Materials and Methods:
From January 2001 to December 2015, data of pediatric patients (0–18 years) newly-diagnosed with renal tumors at 26 hospitals were retrospectively analyzed.
Results:
Among 439 patients (male, 240), the most common tumor was WT (n=342, 77.9%), followed by RCC (n=36, 8.2%), CCSK (n=24, 5.5%), MRTK (n=16, 3.6%), CMN (n=12, 2.7%), and others (n=9, 2.1%).
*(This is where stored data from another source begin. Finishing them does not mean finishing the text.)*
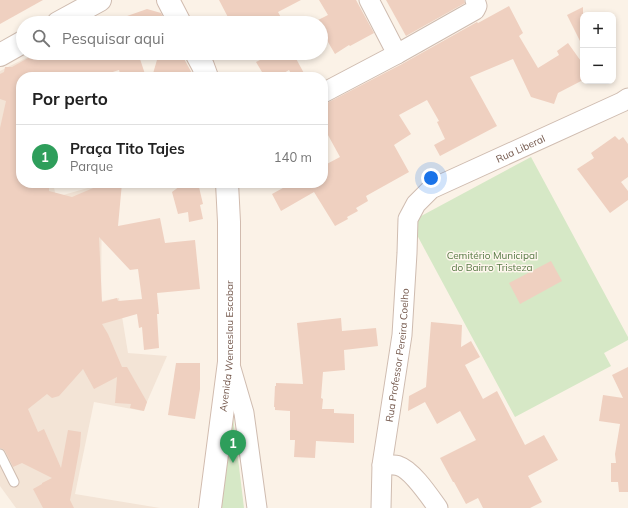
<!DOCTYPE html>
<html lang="pt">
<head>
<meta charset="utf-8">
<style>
	body { margin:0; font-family:Mulish,sans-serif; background:#f2f2f2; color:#222 }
	.controls { position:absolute; right:12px; top:12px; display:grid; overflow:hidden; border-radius:8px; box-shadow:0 2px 6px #0003 }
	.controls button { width:36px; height:36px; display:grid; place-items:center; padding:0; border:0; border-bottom:1px solid #e0e0e0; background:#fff; color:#222; font:20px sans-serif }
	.you { position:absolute; left:431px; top:178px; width:14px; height:14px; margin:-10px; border:3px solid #fff; border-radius:50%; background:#1a73e8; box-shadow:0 0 0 6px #1a73e833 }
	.badge { display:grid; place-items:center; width:26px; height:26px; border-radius:50%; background:#d93025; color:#fff; font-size:13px; font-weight:700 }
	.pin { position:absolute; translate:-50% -33px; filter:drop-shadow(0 1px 2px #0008) }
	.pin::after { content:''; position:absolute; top:21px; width:14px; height:12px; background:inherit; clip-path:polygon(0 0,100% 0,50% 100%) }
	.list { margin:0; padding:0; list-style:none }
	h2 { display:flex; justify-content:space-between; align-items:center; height:52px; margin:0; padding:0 16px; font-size:17px }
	h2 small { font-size:13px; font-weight:400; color:#767676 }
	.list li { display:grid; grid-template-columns:26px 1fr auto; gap:12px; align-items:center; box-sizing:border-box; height:64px; padding:0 16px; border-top:1px solid #e0e0e0 }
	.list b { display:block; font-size:15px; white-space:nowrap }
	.list p { margin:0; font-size:13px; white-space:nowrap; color:#767676 }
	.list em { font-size:13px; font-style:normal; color:#767676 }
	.icon { flex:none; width:22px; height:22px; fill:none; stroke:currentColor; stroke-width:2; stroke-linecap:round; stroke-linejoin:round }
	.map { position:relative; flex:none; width:628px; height:508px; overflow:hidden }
	.search { position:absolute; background:#fff; box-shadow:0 2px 6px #0003; left:16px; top:16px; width:312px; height:44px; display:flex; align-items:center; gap:10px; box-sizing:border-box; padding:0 14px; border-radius:22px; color:#767676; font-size:15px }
	.panel { position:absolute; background:#fff; box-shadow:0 2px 6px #0003; left:16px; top:72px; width:312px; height:116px; border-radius:16px }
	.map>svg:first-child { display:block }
	.residential { fill:#f3e4d6 }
	.green { fill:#d6e8c6 }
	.building { fill:#efd0c0; fill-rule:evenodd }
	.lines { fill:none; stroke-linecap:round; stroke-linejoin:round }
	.service-casing { stroke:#cfbcb0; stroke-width:11 }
	.minor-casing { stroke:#cfbcb0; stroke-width:21 }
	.tertiary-casing { stroke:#cfbcb0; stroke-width:24 }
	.secondary-casing { stroke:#d1bbae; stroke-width:24 }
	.service { stroke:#fff; stroke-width:9 }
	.minor { stroke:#fff; stroke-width:19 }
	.tertiary { stroke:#fff; stroke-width:22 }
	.secondary { stroke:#fff; stroke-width:22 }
	.labels { text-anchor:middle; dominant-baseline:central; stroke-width:3; stroke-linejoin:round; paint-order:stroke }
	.street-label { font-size:10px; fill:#74584c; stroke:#fef6ed }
	.park-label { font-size:10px; fill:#577945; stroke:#fef6ed }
</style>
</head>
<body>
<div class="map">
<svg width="628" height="508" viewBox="0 0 628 508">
	<rect width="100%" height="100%" fill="#fbf2e7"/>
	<polygon class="residential" points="32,55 36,77 21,77 21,183 53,183 56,197 102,184 101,301 119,298 128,353 167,356 143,411 94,402 75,494 160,508 16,508 0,486 0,71"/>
	<g class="green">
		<polygon points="531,157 628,337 628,340 604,353 611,366 515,417 410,222"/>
		<polygon points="233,417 244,508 220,508"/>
	</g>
	<g class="building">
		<polygon points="0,0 43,0 0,24"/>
		<polygon points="219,0 301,0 278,12 284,23 231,23"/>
		<polygon points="319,0 356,0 374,33 350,46 349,45 335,54 321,30 321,23 317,23 316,21 328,15"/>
		<polygon points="386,0 464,0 465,3 406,36"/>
		<polygon points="509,6 523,33 519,36 538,68 559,55 557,51 568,43 583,64 583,80 558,93 554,104 531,97 513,59 470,77 497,126 440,156 434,145 445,139 437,122 439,121 427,100 399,115 411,134 394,145 409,172 366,196 368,201 356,208 358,211 347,217 348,219 335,226 314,192 281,211 272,194 292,183 323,183 323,166 340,157 323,126 323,108 328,105 327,103 402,64 477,22 478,23"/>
		<polygon points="583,7 583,47 567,15"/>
		<polygon points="147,9 161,13 166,23 113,23 113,21"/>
		<path d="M 37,53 L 138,53 L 146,77 L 121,77 L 119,70 L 97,77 L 21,77 L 21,183 L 49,183 L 49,191 L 72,197 L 105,183 L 122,183 L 118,226 L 160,218 L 165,243 L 195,240 L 200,289 L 157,293 L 159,314 L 157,314 L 159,348 L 144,350 L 142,327 L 139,328 L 137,314 L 102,324 L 108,334 L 122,367 L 127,367 L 147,402 L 144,411 L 130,408 L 131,404 L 115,403 L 117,377 L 94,389 L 83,369 L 59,396 L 52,398 L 47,394 L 28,409 L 38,432 L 44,429 L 61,468 L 68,430 L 81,432 L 80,446 L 70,500 L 74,508 L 43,508 L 33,489 L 42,484 L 42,483 L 52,478 L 22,463 L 13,467 L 5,451 L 3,449 L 0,448 L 0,128 L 6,101 L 0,99 L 0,74 L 4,72 L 5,67 L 12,67 ZM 99,237 L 130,270 L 138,269 L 142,299 L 118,301 L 117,298 L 102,302 Z"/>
		<polygon points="159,53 176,53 182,55 194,77 152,77"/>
		<polygon points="256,53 293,53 306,77 293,77 289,70 277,77 265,77 256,62 260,60"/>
		<polygon points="615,136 619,140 623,137 628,144 628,177 621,182 628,191 628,200 610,213 577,169 594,158 591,153"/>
		<polygon points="184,183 198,183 203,204 200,205 203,219 189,222 188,212 178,214 172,192"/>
		<polygon points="551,261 562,281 520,304 509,283"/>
		<polygon points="341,318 342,331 376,328 378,346 344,350 345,370 323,372 321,398 323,399 322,409 334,409 334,413 354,414 354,443 316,441 315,458 294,457 295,440 290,440 290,411 275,410 275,407 274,407 275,386 276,386 276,383 303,384 297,323"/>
		<polygon points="431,322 462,325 461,347 471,341 480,357 465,365 483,399 497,391 525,445 544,435 558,460 528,476 542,502 530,508 483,508 478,498 466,504 454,482 453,482 440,458 476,440 460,411 437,424 425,402 408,411 409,396 426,387"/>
		<polygon points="176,363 200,363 200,389 195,419 168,415"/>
		<polygon points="628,367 628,492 619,492 618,482 611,482 611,463 616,463 615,454 620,424 599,421 603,395 623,398 612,375"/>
	</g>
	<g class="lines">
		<defs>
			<polyline id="service" points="0,454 14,482"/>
			<g id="minor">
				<polyline points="369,0 397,54"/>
				<polyline points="323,93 397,54 475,10 477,6 475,0"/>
				<polyline points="230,365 244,413 257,508"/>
				<path d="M 382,465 C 387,465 394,464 399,466 C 412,470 430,497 438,508"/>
				<path id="s1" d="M 381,508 L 382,465 L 402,335 L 407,253 L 408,219 L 416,204 L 431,189 L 622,102 L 628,98"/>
			</g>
			<g id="tertiary">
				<polyline points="58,23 100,0"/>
				<polyline points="0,55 23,42"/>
			</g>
			<g id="secondary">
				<polyline points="168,0 180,23"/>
				<polyline points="196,53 203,66 207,77"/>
				<path id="s2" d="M 210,508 L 229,362 L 229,222 L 227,183"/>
			</g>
		</defs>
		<use href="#service" class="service-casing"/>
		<use href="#minor" class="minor-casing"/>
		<use href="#tertiary" class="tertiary-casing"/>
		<use href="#secondary" class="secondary-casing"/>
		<use href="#service" class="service"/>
		<use href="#minor" class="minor"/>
		<use href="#tertiary" class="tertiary"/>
		<use href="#secondary" class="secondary"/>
	</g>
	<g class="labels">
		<g class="street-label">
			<text stroke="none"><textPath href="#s1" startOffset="427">Rua Liberal</textPath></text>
			<text stroke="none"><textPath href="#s2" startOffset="163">Avenida Wenceslau Escobar</textPath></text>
			<text stroke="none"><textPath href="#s1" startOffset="154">Rua Professor Pereira Coelho</textPath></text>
		</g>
		<g class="park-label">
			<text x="492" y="255">Cemitério Municipal<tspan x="492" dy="12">do Bairro Tristeza</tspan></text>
		</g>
	</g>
</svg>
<div class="controls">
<button>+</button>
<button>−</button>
</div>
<div class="you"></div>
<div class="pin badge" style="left:233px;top:463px;background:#2e9e5b">1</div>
<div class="search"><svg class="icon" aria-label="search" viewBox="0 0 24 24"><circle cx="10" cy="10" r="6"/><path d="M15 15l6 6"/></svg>Pesquisar aqui</div>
<section class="panel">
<h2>Por perto<small></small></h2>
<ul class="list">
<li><span class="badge" style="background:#2e9e5b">1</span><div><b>Praça Tito Tajes</b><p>Parque</p></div><em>140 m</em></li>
</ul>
</section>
</div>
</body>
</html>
Median age at diagnosis was 27.1 months (range 0-225.5) and median follow-up duration was 88.5 months (range 0-211.6). Overall, 32 patients died, of whom 17, 11, 1, and 3 died of relapse, progressive disease, second malignant neoplasm, and treatment-related mortality. Five-year overall survival and event free survival were 97.2% and 84.8% in WT, 90.6% and 82.1% in RCC, 81.1% and 63.6% in CCSK, 60.3% and 56.2% in MRTK, and 100% and 91.7% in CMN, respectively (p < 0.001).
Conclusion
The pediatric renal tumor types in Korea are similar to those previously reported in other countries. WT accounted for a large proportion and survival was excellent. Non-Wilms renal tumors included a variety of tumors and showed inferior outcome, especially MRTK. Further efforts are necessary to optimize the treatment and analyze the genetic characteristics of pediatric renal tumors in Korea.